Sad Details Revealed In The Astroworld Tragedy Police Report

A nearly 1,300-page Houston police report released to the media in July 2023 offers new insight into the 2021 Astroworld Festival tragedy, when 10 people — including several teens and children — were killed and thousands more injured in a crowd crush, Rolling Stone reports. Hip-hop artists Travis Scott and Drake appeared at the concert that year, and the chaos ensued during Scott's performance. Since the incident, authorities have sought to find out why the concert was allowed to go on, as well as how word spread when things went wrong and how much and at what point the performers, security staff, and event organizers knew about safety issues.

According to the Houston police, Scott's performance began around 9 p.m. and lasted for more than an hour, although there were repeated warnings about the stampede and calls for the show to stop. While on stage, Scott was told through his earpiece to stop the show, but he claims he did not know the nature of the situation. Drake said any attempts to tell him via his crew backstage were not received.

One private security team member at the festival told Houston police on the morning of the event he was already concerned about safety, but that his warnings to those in charge were met with indifference.

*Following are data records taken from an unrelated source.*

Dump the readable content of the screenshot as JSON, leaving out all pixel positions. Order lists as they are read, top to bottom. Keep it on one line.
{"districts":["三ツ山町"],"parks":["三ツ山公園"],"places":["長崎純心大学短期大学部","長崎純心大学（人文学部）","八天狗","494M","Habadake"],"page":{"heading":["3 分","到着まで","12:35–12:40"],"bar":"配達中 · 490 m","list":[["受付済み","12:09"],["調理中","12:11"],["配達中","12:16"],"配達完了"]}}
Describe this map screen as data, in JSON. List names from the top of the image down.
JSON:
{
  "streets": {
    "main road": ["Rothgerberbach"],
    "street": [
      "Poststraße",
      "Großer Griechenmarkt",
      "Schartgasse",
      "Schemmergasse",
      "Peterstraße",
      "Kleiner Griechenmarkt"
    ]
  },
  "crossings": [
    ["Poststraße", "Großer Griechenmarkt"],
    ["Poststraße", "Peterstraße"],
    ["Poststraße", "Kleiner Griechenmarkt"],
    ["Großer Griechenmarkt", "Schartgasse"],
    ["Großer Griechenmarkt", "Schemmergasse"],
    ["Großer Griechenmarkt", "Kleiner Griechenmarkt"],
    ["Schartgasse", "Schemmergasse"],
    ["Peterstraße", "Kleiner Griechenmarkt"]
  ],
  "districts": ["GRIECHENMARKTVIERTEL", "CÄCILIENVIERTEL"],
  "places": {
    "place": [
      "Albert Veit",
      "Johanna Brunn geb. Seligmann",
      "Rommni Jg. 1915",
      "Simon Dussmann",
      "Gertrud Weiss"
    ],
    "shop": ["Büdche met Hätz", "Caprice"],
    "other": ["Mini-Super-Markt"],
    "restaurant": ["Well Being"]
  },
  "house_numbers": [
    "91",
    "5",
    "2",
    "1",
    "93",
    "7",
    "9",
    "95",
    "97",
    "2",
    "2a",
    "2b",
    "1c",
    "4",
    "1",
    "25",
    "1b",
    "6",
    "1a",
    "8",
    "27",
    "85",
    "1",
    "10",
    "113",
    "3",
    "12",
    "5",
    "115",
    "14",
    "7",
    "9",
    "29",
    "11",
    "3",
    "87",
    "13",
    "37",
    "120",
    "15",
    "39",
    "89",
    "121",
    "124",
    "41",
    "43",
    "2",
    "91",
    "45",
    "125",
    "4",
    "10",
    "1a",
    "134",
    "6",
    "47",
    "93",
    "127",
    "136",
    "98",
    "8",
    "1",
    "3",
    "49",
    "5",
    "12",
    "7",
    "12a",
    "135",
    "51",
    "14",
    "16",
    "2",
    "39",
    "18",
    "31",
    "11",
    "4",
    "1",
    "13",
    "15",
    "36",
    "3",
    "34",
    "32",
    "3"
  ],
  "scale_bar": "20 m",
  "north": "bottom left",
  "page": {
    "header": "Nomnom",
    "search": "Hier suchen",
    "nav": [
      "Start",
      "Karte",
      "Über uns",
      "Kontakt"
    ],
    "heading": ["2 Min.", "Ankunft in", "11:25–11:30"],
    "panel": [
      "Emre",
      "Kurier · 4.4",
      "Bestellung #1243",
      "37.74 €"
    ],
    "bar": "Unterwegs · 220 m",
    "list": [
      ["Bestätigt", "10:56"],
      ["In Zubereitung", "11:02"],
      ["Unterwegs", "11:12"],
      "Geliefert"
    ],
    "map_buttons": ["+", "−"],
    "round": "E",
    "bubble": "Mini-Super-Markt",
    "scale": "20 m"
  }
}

Hundreds of lawsuits were filed in response to the deaths and injuries, but in 2023, a Texas grand jury declined to press criminal charges against Scott, Reuters reports.

The crowd also urged musicians to stop

Also revealed in the Houston Police report regarding the Astroworld tragedy, once the crush of audience members happened and it was clear many were seriously injured and some had died, the audience also shouted for the performers to stop the show, and medical facilities were flooded with concertgoers in need of care. Drake said his location on stage — as well as the bright lights during his performance — obscured his vision, according to the Houston PD. 

Drake also said he had recently undergone knee surgery and that he was focused on dancing and performing without worsening the injury. He said he never heard anything through his earpiece as things unfolded, and that same earpiece kept him from hearing the crowd's calls for him to stop. In his interviews with Houston authorities, rapper Travis Scott reportedly described himself in a "trance" while performing, explaining why he failed to hear or see how bad things were. 

Scott did say he received one message through his earpiece that told him the performance needed to conclude but there was no clear indication of what had happened. Both Scott and Drake said they only later learned how severe the situation was. Scott said if he had understood sooner he would have stopped the concert. Reports from private security firm employees and audience members said they informed venue staff and security in the middle of the emergency but no one seemed to listen.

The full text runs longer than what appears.